**WHAT YOU WILL DO**
Wherever "direction" occurs in the entries, copy the line that holds it.

**EXTRACTED MATERIAL**

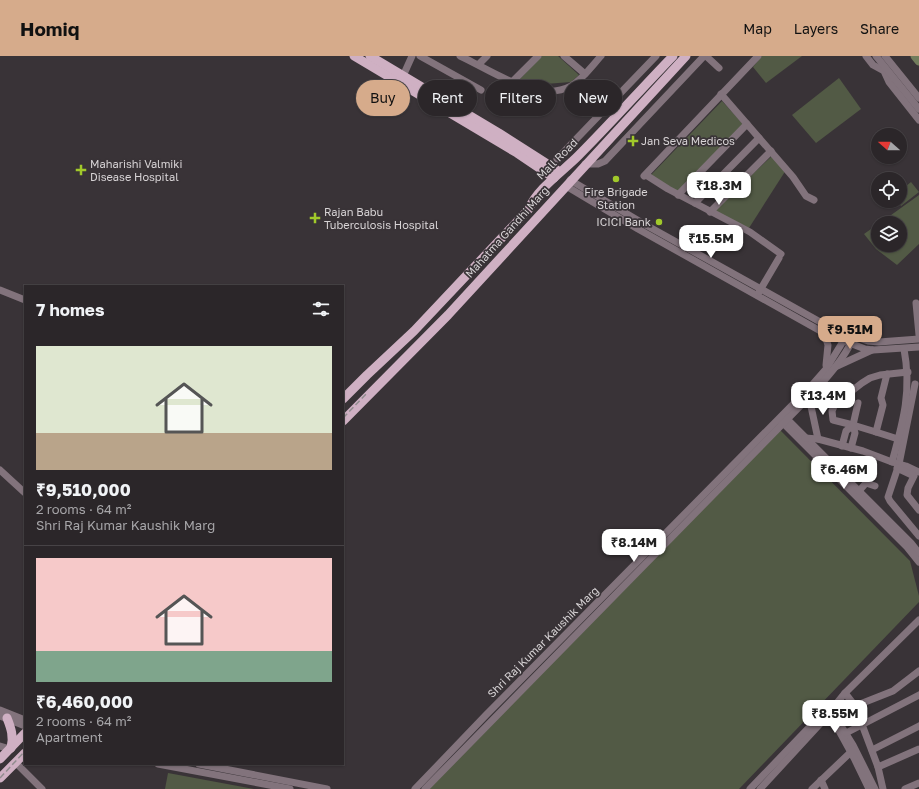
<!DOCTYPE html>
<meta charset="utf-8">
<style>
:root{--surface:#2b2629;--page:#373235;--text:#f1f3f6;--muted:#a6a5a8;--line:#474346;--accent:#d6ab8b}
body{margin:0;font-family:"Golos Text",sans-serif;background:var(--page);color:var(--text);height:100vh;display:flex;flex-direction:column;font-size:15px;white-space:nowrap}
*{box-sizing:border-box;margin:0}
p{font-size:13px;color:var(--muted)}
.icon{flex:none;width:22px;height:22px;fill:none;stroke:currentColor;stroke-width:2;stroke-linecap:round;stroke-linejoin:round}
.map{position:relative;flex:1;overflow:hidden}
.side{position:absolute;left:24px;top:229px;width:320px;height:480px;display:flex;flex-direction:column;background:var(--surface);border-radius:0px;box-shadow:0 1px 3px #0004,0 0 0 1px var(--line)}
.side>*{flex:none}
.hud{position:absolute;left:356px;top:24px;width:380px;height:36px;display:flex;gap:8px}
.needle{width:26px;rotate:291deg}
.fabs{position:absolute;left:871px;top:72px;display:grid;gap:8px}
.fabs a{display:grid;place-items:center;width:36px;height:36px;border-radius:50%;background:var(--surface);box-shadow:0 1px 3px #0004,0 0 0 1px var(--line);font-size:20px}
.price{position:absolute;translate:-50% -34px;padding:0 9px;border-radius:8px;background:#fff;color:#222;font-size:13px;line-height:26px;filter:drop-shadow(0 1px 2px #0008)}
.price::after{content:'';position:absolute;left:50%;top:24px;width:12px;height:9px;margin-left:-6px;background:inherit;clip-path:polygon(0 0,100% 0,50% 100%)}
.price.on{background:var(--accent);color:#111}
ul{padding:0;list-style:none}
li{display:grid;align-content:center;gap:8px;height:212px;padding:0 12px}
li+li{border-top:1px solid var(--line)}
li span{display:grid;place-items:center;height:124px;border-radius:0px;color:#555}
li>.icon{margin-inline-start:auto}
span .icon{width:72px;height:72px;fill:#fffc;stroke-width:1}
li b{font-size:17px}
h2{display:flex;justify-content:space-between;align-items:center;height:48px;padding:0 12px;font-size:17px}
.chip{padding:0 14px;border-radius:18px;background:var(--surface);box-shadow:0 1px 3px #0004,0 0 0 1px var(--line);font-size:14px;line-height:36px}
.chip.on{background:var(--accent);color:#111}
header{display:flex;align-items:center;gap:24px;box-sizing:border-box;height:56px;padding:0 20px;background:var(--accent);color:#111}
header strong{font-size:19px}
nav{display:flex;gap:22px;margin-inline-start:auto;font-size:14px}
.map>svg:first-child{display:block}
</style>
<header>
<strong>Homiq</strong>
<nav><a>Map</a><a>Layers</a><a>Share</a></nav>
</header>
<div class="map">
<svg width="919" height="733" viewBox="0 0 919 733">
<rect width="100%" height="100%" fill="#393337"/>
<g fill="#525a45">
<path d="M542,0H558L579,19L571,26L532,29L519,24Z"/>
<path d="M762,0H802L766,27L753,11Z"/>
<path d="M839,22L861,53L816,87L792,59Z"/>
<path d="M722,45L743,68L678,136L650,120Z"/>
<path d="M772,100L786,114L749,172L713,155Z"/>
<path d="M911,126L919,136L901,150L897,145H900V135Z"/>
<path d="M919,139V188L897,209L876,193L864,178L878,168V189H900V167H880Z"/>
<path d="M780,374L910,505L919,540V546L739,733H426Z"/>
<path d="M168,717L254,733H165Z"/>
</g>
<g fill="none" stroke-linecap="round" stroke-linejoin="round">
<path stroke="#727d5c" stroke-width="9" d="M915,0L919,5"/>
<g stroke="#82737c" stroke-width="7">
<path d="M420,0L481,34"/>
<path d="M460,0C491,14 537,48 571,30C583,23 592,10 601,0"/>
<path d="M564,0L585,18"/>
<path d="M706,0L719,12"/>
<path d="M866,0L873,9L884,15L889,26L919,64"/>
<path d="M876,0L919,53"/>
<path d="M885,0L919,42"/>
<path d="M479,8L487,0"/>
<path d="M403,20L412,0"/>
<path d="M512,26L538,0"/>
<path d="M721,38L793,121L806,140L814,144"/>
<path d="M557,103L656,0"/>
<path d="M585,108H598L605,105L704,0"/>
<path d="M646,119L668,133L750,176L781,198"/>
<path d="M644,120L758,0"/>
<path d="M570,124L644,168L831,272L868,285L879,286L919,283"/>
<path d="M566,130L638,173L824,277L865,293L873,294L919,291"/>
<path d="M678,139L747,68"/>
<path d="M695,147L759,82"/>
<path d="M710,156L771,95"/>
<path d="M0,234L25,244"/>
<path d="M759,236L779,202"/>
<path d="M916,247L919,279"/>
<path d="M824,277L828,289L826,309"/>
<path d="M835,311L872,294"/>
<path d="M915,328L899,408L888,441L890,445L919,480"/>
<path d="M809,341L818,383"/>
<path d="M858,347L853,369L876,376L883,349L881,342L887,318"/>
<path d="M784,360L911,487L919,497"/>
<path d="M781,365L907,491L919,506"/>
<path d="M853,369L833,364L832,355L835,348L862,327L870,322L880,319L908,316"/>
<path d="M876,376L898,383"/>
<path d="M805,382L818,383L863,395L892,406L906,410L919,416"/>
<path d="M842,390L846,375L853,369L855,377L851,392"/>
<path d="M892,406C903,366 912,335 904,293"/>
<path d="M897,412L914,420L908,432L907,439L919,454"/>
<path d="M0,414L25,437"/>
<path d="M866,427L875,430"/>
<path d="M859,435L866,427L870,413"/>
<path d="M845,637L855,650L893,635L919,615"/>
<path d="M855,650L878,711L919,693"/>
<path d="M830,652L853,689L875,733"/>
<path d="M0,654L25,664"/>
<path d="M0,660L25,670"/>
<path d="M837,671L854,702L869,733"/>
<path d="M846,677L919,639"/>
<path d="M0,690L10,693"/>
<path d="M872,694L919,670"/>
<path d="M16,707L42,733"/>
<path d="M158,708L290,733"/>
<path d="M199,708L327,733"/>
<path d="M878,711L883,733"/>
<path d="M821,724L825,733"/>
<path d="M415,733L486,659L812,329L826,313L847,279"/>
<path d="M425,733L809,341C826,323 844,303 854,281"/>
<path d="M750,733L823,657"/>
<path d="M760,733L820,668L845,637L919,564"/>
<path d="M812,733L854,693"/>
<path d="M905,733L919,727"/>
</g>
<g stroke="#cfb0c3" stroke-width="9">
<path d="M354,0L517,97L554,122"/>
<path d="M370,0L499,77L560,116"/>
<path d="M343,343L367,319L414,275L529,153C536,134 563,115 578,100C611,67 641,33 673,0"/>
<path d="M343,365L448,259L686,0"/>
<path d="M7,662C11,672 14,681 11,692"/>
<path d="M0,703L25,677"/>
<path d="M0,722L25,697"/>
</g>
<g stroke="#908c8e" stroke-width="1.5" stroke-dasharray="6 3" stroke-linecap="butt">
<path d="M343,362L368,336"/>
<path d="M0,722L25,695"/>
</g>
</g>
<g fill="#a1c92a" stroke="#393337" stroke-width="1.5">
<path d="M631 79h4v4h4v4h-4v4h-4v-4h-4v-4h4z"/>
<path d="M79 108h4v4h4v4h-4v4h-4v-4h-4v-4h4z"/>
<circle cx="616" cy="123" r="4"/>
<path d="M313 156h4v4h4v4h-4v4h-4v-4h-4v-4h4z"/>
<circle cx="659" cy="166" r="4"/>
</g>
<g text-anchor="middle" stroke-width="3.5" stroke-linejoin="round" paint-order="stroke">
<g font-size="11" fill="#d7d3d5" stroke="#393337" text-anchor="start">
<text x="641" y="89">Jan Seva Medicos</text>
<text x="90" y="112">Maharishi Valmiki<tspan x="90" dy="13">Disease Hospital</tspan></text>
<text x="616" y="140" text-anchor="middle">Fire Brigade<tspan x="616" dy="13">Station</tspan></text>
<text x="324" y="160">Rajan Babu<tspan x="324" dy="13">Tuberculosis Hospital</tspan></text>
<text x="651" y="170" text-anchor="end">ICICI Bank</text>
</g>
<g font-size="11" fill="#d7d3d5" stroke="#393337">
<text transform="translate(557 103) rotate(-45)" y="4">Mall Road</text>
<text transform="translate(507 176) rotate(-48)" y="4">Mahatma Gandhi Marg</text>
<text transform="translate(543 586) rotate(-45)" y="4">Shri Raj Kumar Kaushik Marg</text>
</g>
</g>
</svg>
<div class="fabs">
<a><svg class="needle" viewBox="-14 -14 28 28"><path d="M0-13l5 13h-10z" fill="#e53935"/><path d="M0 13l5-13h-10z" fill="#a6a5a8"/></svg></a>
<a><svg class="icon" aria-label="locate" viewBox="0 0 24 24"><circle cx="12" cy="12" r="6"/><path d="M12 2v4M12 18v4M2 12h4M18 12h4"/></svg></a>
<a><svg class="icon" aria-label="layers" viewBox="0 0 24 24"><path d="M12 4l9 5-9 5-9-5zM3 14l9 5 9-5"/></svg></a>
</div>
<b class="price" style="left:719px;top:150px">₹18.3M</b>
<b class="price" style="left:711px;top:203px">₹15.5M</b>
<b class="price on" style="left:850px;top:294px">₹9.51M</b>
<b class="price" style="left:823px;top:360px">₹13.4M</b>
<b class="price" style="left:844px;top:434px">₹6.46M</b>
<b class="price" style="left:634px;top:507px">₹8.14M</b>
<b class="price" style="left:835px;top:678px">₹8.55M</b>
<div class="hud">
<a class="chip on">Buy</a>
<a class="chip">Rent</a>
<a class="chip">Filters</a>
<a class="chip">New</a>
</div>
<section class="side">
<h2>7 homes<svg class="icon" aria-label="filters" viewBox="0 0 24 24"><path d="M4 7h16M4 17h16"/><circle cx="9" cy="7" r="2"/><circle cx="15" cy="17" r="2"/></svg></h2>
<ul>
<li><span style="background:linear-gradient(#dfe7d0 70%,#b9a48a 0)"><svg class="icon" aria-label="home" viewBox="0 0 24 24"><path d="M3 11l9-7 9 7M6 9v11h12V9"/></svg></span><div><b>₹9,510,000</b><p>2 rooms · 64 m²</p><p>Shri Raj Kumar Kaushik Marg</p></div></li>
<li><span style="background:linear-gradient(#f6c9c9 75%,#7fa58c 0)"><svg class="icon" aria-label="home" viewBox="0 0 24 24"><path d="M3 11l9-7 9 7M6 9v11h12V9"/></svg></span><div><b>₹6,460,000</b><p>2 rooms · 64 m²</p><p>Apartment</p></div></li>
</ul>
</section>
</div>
* * *
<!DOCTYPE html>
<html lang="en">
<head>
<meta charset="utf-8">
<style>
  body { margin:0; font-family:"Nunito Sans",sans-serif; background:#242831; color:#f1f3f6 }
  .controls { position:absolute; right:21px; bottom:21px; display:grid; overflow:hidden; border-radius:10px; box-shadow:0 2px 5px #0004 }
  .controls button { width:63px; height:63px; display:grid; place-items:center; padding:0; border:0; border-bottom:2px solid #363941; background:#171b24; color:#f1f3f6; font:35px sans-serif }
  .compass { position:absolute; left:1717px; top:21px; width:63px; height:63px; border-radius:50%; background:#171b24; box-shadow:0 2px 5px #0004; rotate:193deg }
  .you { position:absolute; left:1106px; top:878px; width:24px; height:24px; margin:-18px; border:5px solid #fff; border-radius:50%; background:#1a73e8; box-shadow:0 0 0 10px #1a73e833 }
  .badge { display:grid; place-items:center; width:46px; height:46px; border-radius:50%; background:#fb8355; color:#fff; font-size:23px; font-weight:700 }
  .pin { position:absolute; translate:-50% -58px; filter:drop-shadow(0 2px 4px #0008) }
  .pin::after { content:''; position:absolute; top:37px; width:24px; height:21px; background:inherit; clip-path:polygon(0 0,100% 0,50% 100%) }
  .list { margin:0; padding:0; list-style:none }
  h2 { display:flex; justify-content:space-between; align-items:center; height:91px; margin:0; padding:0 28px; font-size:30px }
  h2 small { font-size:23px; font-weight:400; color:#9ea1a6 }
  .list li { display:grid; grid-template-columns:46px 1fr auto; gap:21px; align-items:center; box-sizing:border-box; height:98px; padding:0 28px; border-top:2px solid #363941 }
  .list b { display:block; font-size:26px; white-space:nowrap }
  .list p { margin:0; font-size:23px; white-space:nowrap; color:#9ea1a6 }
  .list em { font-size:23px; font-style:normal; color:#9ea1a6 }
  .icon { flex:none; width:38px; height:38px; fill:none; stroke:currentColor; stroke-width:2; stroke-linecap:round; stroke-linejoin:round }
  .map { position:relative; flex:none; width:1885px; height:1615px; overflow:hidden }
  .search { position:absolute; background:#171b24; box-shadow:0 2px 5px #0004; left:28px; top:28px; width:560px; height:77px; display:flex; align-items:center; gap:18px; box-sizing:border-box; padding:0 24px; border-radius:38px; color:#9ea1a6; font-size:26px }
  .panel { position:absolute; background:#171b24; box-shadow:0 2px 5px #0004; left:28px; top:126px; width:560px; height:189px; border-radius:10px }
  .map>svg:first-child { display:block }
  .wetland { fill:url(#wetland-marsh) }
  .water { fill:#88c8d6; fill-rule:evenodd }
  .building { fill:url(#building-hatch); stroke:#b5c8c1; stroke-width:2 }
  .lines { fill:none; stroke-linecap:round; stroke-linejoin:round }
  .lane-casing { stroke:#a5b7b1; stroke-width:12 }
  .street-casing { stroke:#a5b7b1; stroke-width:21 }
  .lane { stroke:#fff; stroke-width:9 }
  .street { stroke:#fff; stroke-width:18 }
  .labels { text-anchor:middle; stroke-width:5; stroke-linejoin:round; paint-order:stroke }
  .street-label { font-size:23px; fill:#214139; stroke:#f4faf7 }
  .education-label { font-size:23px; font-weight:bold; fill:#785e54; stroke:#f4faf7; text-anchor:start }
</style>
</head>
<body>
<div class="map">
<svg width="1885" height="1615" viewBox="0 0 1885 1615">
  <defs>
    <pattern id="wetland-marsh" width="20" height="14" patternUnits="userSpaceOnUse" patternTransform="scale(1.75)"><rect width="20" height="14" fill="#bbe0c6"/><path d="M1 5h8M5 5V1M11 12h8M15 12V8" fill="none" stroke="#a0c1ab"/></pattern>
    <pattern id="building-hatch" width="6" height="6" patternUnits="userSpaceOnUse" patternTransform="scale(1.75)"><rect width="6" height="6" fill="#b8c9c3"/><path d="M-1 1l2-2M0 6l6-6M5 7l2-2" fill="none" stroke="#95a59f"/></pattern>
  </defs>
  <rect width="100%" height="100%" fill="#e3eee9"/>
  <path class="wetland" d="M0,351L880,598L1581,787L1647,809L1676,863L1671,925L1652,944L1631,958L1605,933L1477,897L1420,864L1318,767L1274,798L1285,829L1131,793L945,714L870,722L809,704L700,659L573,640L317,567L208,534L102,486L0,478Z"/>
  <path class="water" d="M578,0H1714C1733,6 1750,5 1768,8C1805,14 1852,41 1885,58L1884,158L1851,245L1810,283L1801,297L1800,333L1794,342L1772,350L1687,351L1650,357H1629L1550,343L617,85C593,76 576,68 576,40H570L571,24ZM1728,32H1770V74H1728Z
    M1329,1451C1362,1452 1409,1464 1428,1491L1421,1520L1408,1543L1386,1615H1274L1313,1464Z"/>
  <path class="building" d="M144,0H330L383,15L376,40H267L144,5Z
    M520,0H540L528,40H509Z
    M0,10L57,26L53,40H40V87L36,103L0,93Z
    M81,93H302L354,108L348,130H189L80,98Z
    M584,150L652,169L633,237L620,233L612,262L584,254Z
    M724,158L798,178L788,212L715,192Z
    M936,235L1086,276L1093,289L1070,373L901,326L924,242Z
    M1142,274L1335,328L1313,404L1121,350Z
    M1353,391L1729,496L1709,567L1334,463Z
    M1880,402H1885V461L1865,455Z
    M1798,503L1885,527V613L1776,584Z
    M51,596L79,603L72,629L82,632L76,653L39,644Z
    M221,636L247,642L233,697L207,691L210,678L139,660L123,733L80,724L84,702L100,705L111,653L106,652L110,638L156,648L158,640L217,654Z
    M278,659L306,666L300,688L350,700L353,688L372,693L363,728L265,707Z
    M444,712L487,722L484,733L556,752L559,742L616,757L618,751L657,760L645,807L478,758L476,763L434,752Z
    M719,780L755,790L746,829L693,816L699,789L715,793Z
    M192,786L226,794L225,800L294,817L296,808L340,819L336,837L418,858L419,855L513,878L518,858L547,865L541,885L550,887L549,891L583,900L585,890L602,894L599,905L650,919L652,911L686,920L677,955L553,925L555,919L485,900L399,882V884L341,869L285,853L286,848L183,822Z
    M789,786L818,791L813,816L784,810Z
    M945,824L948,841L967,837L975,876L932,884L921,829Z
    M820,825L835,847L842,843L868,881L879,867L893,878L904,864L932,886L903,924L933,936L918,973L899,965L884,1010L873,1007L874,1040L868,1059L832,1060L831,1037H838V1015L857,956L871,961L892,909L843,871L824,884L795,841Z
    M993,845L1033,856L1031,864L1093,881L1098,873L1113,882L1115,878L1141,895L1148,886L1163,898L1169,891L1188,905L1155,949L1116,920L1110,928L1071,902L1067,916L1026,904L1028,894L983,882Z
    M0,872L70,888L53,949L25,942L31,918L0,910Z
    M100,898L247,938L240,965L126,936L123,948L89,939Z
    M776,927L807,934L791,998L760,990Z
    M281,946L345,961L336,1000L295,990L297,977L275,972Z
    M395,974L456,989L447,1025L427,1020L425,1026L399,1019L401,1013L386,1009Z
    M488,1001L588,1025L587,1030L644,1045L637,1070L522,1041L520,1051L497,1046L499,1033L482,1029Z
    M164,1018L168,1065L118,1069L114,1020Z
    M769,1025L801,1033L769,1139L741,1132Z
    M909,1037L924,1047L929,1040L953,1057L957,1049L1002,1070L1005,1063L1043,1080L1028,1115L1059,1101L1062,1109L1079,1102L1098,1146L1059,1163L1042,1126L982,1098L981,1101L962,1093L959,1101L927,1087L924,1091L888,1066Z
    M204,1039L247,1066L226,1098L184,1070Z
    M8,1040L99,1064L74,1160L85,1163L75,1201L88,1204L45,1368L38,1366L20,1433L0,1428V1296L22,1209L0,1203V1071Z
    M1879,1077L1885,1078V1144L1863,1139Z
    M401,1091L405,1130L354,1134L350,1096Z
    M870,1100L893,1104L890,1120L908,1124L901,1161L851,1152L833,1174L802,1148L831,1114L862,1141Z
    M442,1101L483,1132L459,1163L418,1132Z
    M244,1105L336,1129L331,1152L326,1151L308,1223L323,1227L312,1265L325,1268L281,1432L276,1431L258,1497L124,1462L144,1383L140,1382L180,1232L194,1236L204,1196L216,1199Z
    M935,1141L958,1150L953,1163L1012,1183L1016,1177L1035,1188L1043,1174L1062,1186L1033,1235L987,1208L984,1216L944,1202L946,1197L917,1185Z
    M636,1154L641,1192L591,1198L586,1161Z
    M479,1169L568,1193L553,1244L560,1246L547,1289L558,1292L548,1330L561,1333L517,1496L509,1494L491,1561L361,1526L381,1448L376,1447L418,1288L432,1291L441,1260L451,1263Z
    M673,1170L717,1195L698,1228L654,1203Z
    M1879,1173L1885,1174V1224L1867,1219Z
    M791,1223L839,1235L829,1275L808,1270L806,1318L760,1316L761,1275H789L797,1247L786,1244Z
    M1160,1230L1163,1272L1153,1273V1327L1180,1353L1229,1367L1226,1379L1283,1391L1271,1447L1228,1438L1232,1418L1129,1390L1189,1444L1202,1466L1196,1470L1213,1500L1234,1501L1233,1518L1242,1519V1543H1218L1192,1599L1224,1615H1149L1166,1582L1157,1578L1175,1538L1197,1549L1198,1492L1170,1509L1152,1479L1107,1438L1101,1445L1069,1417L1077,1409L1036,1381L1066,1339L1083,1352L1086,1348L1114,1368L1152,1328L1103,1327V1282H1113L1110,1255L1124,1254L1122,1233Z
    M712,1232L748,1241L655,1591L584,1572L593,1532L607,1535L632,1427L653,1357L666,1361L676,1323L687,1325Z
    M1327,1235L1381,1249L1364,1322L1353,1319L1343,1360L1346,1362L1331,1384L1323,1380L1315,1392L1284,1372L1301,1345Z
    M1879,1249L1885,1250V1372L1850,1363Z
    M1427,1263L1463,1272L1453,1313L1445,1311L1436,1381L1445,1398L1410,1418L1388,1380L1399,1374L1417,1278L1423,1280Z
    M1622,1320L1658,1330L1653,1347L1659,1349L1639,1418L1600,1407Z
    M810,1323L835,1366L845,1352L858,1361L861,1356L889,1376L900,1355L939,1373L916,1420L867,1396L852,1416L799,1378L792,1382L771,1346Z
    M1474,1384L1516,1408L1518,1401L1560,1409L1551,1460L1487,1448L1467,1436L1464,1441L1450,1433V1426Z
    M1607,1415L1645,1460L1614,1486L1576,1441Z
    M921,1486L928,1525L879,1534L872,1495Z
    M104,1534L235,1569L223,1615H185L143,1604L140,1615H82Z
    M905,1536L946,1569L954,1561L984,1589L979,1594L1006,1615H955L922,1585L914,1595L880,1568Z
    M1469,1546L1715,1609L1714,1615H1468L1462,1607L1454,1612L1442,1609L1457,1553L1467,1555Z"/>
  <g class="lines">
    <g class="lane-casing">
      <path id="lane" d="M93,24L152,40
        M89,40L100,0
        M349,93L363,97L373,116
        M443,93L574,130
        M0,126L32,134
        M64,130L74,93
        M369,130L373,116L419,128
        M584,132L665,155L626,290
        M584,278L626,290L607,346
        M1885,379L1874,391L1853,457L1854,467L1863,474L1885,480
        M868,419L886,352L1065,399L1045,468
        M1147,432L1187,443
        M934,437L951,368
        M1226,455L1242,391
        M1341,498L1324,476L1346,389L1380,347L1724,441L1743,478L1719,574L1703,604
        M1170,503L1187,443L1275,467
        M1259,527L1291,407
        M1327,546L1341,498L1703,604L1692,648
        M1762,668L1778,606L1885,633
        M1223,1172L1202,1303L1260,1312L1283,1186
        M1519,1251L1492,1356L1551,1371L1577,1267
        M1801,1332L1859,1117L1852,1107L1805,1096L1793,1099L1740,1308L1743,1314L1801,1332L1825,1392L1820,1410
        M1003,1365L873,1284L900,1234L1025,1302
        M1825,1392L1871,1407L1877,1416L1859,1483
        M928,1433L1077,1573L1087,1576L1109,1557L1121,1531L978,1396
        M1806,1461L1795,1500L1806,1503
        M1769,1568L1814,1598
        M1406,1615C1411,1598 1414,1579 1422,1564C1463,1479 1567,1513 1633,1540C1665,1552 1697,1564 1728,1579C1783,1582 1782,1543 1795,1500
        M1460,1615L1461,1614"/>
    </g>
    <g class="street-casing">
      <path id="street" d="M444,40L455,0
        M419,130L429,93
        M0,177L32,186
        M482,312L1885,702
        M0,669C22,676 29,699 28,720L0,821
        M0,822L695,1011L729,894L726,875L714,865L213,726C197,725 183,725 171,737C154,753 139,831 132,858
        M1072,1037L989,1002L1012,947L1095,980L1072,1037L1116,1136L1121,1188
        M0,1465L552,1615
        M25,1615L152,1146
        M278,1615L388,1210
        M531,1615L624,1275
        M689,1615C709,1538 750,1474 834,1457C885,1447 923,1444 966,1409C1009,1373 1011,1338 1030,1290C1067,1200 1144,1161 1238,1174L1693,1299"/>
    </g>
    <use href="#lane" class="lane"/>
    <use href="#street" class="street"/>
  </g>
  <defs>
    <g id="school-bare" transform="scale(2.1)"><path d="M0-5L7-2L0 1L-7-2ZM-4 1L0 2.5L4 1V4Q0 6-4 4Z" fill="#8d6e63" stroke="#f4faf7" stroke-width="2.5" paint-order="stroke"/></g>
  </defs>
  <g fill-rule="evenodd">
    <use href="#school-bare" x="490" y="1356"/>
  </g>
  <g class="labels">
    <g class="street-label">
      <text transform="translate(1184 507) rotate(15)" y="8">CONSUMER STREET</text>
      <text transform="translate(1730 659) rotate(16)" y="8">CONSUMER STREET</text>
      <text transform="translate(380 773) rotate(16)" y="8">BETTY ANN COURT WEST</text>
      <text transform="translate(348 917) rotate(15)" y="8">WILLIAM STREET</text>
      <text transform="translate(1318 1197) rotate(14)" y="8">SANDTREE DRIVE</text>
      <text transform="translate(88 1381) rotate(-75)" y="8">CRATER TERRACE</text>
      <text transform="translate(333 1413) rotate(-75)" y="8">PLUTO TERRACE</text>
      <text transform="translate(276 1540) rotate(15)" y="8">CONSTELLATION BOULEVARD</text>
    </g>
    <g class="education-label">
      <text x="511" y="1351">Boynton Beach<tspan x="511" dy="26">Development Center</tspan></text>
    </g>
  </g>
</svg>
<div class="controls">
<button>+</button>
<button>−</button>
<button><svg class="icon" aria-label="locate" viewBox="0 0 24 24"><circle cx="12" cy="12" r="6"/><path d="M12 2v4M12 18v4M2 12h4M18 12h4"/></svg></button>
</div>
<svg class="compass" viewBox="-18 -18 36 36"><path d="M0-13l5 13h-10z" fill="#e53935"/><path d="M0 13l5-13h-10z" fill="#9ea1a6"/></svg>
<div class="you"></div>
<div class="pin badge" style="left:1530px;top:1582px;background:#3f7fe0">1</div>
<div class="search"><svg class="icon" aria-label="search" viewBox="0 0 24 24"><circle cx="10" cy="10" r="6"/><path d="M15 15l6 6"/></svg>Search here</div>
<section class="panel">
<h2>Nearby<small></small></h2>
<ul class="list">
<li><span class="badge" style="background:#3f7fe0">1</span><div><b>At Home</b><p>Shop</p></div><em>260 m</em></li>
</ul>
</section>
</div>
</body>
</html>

**YOUR SOLUTION**
body{margin:0;font-family:"Golos Text",sans-serif;background:var(--page);color:var(--text);height:100vh;display:flex;flex-direction:column;font-size:15px;white-space:nowrap}
.side{position:absolute;left:24px;top:229px;width:320px;height:480px;display:flex;flex-direction:column;background:var(--surface);border-radius:0px;box-shadow:0 1px 3px #0004,0 0 0 1px var(--line)}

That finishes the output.